If you’ve just gotten a list of contacts willing to accept your LinkedIn invitation it is time to import them into LinkedIn and send out the invites.
While doing this might seem relatively obvious, here is a guide to help you through some things you probably hadn’t thought of.
Step 1: Clear your Contact List
If you’ve gotten a list from some specific source and you’re going to be inviting those users now, you’ll want to empty your current LinkedIn Contact List.
You’ll get the highest invite acceptance rate if you tell people why you are contacting them and where you got their information from. If you have other people in your contact list before the new import, when it comes time to sending out the invites you won’t be able to separate the old from the new entries and will almost certainly be sending the wrong message to the old people, and that can get you labeled a spammer and banned!

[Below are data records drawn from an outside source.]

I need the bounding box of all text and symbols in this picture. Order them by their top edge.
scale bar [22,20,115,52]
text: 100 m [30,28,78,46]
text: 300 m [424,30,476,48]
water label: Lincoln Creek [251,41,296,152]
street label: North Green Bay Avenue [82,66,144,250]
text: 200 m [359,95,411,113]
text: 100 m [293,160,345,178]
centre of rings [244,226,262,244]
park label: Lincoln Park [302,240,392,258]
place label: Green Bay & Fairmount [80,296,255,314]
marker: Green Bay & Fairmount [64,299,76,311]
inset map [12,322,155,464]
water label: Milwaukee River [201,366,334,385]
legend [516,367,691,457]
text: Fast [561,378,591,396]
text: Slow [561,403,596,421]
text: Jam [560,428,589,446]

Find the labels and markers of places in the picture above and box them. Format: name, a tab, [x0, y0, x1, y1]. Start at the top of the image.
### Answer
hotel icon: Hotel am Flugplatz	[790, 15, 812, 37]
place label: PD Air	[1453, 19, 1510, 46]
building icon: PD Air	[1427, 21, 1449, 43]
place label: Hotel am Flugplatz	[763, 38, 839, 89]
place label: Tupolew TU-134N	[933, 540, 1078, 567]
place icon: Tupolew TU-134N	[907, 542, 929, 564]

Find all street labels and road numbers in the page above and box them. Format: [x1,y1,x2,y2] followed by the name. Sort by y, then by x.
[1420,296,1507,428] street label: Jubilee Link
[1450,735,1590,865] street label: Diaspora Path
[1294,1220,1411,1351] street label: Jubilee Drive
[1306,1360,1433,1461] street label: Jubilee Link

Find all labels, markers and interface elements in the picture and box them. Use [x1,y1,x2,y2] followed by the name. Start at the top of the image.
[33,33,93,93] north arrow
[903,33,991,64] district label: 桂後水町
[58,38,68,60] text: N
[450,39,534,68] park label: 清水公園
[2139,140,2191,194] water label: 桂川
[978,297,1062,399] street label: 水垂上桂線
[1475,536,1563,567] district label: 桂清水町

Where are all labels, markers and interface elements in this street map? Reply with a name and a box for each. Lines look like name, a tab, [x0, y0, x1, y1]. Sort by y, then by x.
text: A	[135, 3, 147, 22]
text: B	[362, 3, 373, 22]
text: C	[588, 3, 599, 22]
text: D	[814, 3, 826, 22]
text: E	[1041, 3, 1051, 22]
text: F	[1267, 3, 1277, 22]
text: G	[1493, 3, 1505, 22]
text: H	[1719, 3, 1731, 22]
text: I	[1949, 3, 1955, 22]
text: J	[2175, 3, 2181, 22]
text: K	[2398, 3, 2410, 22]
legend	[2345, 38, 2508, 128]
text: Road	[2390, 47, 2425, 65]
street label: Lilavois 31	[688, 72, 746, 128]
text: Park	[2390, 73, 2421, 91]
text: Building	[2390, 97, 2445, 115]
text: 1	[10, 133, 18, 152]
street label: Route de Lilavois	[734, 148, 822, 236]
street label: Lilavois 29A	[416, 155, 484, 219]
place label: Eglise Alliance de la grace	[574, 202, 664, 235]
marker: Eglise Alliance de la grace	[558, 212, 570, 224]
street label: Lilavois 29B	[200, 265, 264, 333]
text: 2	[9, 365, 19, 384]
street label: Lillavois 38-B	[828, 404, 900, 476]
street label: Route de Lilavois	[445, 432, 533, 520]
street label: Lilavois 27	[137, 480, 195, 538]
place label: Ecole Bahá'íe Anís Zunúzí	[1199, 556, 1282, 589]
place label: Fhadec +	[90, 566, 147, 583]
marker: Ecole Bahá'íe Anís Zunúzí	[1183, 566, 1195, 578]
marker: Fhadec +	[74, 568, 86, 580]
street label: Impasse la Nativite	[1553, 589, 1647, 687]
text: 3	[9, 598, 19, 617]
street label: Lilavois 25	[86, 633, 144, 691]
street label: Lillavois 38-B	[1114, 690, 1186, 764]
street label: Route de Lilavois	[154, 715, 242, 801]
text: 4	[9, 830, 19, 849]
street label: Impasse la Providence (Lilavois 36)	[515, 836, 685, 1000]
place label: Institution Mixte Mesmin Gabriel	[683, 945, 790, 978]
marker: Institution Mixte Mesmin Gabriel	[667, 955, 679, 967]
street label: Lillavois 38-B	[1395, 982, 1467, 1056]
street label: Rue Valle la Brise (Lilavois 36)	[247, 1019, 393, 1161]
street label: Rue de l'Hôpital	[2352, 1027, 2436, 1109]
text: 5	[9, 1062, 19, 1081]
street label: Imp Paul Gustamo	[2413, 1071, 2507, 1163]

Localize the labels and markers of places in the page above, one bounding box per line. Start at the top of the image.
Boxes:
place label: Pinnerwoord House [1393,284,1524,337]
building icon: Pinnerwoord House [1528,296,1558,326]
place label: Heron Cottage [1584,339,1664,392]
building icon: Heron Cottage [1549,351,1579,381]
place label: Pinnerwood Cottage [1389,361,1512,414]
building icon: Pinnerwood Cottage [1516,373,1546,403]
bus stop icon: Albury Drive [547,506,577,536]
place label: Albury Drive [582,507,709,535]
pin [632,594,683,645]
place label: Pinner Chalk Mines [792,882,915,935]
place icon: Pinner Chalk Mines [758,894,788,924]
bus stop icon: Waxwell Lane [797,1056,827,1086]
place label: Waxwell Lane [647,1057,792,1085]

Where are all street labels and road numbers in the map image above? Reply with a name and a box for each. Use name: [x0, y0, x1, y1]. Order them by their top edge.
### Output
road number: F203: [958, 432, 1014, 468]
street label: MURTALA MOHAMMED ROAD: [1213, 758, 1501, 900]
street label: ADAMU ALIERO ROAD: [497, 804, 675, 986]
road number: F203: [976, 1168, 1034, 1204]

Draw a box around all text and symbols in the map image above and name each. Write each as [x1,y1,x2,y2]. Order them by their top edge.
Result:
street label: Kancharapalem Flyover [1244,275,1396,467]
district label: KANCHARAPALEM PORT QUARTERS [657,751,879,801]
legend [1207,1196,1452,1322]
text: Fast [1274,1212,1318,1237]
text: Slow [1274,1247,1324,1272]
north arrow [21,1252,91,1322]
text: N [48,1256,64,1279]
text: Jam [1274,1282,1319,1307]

So, empty the contact list!
LinkedIn makes this part needlessly hard. If you have only a couple hundred people in the contact list LinkedIn will let you select them all at once and delete them. If you have more than that LinkedIn will only let you select people by letter groups (the first letter of their contact info). Also, the contact list functions like delete and send are very buggy, you can expect to see a lot of bogus error messages, such as “your address book is busy and couldn’t be accessed”, etc. In general the operation succeeds (invites are sent or deletes are completed) and you just need to reload the contact management page. If you continue to have problems make the list of people selected (primarily for deletes) smaller. If I try and delete more than about 250 people at a time it will almost certainly fail.
So, it’s a pain, and it’s 10 minutes of your life you’ll never get back, but clearing out your old contact list is worth it, trust me!
Step 2: Add List to your Contact List
Import the list I gave you or that you got from harvesting emails from open connection LinkedIn threads.
First click the “Add Connections” icon in the LinkedIn header, seen in the screen capture below with the blue arrow.
When you see the page as shown above click the “Any Email” button indicated by the red arrow.
Now the page will update and add a section at the bottom, and you need to click the “Upload contacts file” link.
Choose the text file (aka CSV file) which contains the list of addresses. Generally this list should be a big text file with an email address on each line of the file.
And voila! It will add these to your contact list.
Step 3: Remove Non-LinkedIn Contacts
Scroll through the imported contact list and remove people who are not marked as having LinkedIn profiles correlating to the email address uploaded. People may have mis-typed their email address, they may have changed email address, or they may have closed their LinkedIn account.
To reduce the likelihood of LinkedIn thinking you are spamming, cleaning the list before the next step is important! Usually there are only a handful of people to remove and it will only take you a few minutes.
Step 4: Connect to Your Contacts with a Custom Message
Now it’s time to send out the invites and get people connecting and (if appropriate) endorsing you! Using the contact list select groups of people by first letter of their name, add a custom message explaining why you are connecting with them and what they are supposed to do. Use some variation on the following messages.
For contacts from an open networkers list:
Saw your profile in the Open Networkers thread. I’d appreciate it if you’d help me grow my network. Thanks!
For contacts from an open endorsers list:
Saw your profile in the Open Endorsers thread. I wanted to connect and endorse you, and would appreciate it if you endorsed me, too. Thanks!
And then send the invites! You’ll need to do this as many as 27 times to get everyone in the address book (one for every letter, and one for anyone whose info starts with a number)!
You may get errors along the way, as I mentioned the LinkedIn contact management stuff is buggy, but generally things work the first time even if they say they didn’t. You can always retry for a letter group and LinkedIn will tell you if you already sent to those people.
Again, it’s frustrating that LinkedIn makes it so difficult, but c’est la vie.
Conclusion
Using this right lists and contacting them this way in under a week you can get 1,500+ connections and (if you are using an endorsers list) 99+ for all your top skills.